H/t Harry, who could have written significantly better health care legislation.  The nation awaits HarryCare.

Tuesday, March 28, 2017

Decapped in Paris

Here is your dose of genius and beauty for the day--from the incomparable Decap in collaboration with 6Franc and Yak Films. Bravo Decap, this is phenomenal.


I became a turtle-whisperer, and it was all thanks to a mysterious all-white, possibly deaf cat whom I have named Schrodinger.

Sunday, March 26, 2017

Love, Loss and the EU

"People say you can love Europe without loving the EU. That’s the wrong end of the telescope for my generation. It was the camaraderie and fraternity the EU fostered that helped us discover and fall in love with Europe. And that makes the divorce so much more bitter."
-Mark Rice-Oxley, "The EU is 60--and it helped my generation fall in love with Europe"

Brain Pickings

"Perhaps the greatest paradox of human life is that although happiness is the most universal of our longings, it is unobtainable by striving. Every seeming end we seek — love, money, purpose, the perfect cappuccino — we seek as a means to happiness, and yet happiness defies the usual laws of effort and achievement: The more ferociously we try to attain it, the more it eludes us."
-Maria Popova of Brain Pickings

Brain Pickings is a weekly newsletter I receive, and love.  I highly recommend it, it a weekly blast of culture and humanity.

Mukhelalet, or the joys of the return

I just finished one of my absolutely local Rabati favorites, a dish called mukhelalet.
It is unique to only Rabat and Sale next door.  The dish is quite simple yet absolutely wonderful.

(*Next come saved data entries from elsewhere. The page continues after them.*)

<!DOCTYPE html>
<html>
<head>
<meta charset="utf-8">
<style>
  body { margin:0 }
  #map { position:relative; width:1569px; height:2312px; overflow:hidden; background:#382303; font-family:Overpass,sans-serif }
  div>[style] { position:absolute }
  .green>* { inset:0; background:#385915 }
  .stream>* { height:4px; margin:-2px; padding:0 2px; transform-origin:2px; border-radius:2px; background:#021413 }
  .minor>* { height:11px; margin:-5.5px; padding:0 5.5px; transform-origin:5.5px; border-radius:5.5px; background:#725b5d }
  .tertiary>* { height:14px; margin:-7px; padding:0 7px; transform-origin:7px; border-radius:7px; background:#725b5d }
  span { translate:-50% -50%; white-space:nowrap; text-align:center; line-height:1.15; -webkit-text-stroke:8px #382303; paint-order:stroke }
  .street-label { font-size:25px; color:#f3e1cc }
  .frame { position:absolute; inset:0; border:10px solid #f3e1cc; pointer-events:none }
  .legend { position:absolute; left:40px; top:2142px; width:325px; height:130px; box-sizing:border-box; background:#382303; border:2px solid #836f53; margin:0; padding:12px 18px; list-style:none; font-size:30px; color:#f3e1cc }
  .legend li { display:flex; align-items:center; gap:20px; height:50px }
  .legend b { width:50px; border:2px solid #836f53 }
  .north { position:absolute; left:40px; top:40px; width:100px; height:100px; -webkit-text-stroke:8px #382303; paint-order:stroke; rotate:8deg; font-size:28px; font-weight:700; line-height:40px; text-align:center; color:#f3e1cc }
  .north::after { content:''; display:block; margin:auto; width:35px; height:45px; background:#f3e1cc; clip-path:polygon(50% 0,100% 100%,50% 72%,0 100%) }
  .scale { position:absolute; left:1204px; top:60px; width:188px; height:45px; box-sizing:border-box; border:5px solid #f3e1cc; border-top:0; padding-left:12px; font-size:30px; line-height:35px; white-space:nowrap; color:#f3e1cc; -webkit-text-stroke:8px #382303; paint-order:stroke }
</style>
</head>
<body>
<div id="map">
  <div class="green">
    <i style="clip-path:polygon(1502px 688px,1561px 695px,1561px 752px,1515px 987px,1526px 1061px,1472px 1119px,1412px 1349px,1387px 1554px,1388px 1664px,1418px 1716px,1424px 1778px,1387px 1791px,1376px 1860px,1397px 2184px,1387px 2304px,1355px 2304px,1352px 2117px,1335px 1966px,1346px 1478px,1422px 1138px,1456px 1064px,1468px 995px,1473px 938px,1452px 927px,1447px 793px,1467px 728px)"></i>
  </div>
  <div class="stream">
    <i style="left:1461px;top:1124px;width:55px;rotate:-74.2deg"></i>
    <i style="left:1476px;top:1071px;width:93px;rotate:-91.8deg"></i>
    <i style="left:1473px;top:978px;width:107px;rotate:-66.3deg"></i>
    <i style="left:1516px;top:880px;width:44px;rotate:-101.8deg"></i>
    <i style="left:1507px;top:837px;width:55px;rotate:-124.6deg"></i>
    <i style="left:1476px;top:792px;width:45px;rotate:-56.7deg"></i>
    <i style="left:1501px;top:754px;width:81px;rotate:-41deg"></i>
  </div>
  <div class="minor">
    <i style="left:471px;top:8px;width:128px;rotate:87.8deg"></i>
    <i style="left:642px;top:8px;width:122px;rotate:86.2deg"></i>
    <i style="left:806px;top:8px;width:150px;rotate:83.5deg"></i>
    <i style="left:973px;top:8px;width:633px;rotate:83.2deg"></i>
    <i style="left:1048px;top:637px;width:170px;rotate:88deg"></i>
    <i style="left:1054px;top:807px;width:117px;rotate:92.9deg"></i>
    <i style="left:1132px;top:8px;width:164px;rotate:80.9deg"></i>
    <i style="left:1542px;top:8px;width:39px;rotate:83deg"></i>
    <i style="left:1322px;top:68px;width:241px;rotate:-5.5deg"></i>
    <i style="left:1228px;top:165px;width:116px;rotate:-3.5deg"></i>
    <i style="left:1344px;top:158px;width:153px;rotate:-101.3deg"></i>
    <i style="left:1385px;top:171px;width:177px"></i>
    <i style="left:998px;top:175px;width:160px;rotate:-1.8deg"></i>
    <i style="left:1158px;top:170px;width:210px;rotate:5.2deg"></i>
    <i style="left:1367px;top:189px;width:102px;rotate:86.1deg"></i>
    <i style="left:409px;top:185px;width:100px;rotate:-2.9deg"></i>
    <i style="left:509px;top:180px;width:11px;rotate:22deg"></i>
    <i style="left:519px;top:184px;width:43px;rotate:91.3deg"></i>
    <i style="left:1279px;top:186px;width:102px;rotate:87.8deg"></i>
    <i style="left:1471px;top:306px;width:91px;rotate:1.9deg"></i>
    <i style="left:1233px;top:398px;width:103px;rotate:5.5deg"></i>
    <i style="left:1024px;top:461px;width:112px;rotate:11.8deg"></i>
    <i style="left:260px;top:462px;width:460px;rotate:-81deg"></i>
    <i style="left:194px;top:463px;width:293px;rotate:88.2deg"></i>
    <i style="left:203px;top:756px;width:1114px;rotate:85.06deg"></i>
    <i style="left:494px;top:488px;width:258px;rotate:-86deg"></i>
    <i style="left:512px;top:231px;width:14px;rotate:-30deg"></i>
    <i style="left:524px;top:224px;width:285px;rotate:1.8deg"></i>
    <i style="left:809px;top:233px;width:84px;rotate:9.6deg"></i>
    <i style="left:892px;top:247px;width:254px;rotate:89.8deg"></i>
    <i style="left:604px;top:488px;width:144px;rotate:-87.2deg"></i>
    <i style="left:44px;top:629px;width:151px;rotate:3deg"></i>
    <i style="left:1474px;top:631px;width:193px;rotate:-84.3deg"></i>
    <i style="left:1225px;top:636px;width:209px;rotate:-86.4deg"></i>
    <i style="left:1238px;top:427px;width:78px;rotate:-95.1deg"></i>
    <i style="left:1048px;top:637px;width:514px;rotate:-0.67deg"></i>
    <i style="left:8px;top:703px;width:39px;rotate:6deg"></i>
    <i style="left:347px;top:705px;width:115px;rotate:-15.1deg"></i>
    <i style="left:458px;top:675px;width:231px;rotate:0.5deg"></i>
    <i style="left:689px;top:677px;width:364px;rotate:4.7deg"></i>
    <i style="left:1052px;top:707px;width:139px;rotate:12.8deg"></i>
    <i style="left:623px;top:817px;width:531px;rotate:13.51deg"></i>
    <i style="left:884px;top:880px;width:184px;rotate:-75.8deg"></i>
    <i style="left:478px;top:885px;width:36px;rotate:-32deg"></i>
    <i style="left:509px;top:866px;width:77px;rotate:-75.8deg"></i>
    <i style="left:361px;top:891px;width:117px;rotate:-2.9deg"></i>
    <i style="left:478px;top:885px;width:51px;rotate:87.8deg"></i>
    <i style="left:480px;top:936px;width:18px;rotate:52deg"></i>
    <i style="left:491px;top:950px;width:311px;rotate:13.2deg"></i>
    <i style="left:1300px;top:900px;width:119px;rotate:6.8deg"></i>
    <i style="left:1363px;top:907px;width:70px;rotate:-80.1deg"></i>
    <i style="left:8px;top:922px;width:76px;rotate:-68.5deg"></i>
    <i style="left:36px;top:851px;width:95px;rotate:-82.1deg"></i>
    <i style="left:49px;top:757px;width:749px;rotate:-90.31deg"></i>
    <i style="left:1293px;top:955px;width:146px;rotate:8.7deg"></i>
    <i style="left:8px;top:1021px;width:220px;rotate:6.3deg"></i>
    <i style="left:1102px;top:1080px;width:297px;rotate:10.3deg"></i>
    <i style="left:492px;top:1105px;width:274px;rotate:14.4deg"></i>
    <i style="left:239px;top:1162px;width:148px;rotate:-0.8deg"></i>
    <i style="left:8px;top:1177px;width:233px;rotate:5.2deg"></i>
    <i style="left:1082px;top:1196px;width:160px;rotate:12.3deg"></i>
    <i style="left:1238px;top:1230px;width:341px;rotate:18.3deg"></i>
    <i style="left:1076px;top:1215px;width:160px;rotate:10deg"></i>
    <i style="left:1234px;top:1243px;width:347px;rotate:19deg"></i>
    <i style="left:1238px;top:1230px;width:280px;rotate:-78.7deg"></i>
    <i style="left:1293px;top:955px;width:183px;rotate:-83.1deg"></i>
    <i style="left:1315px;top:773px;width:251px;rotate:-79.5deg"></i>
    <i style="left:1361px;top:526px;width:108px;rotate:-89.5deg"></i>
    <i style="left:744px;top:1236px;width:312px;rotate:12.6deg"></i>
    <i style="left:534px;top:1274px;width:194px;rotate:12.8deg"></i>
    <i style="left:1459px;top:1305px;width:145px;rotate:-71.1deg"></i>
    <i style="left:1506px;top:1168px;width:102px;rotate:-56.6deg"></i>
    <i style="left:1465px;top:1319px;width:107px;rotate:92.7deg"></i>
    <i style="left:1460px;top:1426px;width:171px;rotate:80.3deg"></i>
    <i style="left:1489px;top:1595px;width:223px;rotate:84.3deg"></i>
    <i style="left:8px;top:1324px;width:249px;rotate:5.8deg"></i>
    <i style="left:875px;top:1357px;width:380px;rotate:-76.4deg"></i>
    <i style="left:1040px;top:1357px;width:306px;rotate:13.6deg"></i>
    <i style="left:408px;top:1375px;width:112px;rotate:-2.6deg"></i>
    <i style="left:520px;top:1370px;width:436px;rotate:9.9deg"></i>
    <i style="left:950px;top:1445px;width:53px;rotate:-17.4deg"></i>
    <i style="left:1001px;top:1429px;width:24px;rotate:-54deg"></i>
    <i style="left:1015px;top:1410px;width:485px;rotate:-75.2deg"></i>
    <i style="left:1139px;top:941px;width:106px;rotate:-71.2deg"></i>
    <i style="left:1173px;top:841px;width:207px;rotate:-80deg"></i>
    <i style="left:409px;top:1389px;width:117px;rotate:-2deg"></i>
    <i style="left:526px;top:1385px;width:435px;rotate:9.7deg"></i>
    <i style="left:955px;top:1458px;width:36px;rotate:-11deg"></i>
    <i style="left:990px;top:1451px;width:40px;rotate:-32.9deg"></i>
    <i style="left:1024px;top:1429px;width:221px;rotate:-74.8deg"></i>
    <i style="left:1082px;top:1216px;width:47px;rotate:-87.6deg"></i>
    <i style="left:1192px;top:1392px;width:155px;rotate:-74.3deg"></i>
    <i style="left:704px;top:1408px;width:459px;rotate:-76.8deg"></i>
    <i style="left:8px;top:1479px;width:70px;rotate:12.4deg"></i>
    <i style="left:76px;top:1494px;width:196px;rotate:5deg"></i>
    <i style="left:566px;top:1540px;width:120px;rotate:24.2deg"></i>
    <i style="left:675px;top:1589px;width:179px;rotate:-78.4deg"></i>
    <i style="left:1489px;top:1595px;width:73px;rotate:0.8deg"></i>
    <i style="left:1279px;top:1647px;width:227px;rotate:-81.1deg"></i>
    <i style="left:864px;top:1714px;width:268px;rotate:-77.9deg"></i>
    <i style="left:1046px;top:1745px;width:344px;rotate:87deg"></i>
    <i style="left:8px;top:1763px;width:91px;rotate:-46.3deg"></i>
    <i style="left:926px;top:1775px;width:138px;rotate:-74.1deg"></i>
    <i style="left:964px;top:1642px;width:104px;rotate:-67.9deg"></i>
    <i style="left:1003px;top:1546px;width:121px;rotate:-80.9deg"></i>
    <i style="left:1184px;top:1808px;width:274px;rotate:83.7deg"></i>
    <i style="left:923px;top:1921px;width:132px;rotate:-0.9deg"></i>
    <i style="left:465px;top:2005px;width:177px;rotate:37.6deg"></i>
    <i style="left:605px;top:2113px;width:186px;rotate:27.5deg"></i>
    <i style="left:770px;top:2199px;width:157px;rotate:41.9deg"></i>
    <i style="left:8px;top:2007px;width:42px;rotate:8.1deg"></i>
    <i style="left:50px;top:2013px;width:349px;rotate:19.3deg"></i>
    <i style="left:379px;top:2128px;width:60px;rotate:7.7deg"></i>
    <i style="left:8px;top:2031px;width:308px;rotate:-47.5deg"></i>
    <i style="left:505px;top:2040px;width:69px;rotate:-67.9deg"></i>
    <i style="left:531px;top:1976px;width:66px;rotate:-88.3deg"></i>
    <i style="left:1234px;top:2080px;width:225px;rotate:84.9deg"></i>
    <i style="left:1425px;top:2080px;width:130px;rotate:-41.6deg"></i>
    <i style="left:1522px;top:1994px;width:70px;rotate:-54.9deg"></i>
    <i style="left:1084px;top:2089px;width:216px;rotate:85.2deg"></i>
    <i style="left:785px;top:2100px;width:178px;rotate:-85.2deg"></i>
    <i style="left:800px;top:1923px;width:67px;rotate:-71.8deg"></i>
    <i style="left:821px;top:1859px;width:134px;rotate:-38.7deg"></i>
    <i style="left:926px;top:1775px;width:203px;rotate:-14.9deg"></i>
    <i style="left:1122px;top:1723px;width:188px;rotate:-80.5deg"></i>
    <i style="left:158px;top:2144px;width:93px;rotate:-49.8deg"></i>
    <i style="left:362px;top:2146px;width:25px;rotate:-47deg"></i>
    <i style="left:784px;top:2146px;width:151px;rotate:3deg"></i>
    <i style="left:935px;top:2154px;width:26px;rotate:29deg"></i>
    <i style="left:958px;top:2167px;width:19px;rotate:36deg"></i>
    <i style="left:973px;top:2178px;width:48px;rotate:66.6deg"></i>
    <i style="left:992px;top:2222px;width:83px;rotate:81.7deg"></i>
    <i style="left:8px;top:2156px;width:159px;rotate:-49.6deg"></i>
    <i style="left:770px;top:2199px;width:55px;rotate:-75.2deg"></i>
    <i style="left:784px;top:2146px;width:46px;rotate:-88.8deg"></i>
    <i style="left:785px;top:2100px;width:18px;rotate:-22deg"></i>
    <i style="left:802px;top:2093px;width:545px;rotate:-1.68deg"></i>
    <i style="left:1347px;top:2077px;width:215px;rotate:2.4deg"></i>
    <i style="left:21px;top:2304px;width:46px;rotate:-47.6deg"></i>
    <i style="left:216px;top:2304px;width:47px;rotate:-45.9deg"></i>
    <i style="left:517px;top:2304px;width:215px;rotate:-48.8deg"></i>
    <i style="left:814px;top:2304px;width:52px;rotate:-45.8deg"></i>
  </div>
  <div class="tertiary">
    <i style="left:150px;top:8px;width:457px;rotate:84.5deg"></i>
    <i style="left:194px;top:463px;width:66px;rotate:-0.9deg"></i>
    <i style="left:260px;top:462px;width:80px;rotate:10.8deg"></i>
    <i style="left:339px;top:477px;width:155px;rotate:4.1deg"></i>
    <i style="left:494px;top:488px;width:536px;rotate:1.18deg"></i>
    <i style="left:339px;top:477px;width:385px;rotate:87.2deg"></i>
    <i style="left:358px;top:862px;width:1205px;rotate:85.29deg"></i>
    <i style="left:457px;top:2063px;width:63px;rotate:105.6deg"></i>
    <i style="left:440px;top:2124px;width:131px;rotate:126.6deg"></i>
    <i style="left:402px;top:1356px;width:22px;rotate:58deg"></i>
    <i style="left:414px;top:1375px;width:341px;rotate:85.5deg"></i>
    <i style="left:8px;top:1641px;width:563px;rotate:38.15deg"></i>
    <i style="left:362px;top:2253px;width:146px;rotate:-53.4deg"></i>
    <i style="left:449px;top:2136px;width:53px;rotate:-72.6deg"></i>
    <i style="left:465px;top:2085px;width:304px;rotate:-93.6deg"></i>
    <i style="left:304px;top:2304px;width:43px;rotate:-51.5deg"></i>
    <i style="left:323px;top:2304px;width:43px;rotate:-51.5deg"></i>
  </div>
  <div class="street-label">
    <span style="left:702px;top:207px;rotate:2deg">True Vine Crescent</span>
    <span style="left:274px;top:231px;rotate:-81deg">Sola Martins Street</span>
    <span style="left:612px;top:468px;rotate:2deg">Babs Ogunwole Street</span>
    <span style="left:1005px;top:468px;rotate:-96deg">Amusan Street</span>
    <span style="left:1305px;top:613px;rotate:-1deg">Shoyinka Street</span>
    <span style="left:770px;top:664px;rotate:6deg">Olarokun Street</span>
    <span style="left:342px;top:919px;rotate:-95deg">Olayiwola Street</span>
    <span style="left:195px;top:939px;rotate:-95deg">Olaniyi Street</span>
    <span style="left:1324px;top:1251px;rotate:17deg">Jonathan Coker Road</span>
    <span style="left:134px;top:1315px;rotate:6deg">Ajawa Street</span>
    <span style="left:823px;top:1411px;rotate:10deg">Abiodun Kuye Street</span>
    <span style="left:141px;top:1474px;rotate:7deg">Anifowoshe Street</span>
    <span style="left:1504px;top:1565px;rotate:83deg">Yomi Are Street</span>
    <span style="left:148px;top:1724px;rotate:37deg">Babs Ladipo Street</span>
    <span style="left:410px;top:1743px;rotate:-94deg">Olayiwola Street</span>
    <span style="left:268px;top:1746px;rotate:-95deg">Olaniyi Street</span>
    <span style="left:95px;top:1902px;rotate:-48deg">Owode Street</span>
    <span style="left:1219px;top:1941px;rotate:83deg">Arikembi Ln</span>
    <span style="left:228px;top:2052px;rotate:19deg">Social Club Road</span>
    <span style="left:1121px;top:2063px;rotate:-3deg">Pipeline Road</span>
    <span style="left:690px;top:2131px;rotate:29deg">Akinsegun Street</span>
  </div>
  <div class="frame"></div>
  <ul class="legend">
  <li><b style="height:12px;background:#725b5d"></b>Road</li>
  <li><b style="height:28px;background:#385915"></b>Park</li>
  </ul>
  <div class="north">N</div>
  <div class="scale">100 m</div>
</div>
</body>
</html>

The dish is a small bowl of boiled potatoes and beets that have been soaking (brining?) in vinegar. The little squares of potatoes and beets are swimming in a bowl of the beet vinegar, with some preserved eggplant chunks and harisa (spicy chili sauce) thrown in.  It is a bit salty, savory and yet refreshing.  After you finish spearing the chunks with a wooden toothpick, a bit more of the royal purple beet vinegar is ladled back into the empty bowl to sip after the snack.

this is a poem that heals fish

"A poem is when you are in
 love and have the sky in your mouth.

"—A poem is when you hear
the heartbeat of a stone."

From Jean-Pierre Simeon's "This is a poem that heals fish"

Friday, March 24, 2017

La Côte de Rabat

If I had a thousand words, I could only barely begin to describe the view I see.

The vast waves of the rugged Atlantic coast crashing along the jagged Rabat coastline. White spray  levels upward and onward. The sun casts its white light on the spray of the waves and the light tower in the distance. The block city by the coast is bathed in white.

I had been following the coast all afternoon.  There had been a pounding hail storm this afternoon and I went to see the storm's fury in the waves; I was not disappointed for my efforts following the red earth cliffs and sea of many colors that crashed into pools and grottos along the coast.

I wandered my way out to the furthest depths along the stone causeway jutting jaggedly into the sea. I slip-slides my way to the edge and back to sit on the giant rock pier.

To my eastern vantage is the beach, a tall North African square minaret and waves of colored graves on the hill.

Further on is the giant orche kasbah, the citadel on high.  The roar of the waves is pounds the ears as the giant white surf pounds the jagged outline of the city.

Past the minaret of the mausoleum of Hassan II, there is an arc of iris stretching over Salé. The sun's white light lights up the sister city in white.

Dirham to dollar, Rabat has some of the finest coastline in the world.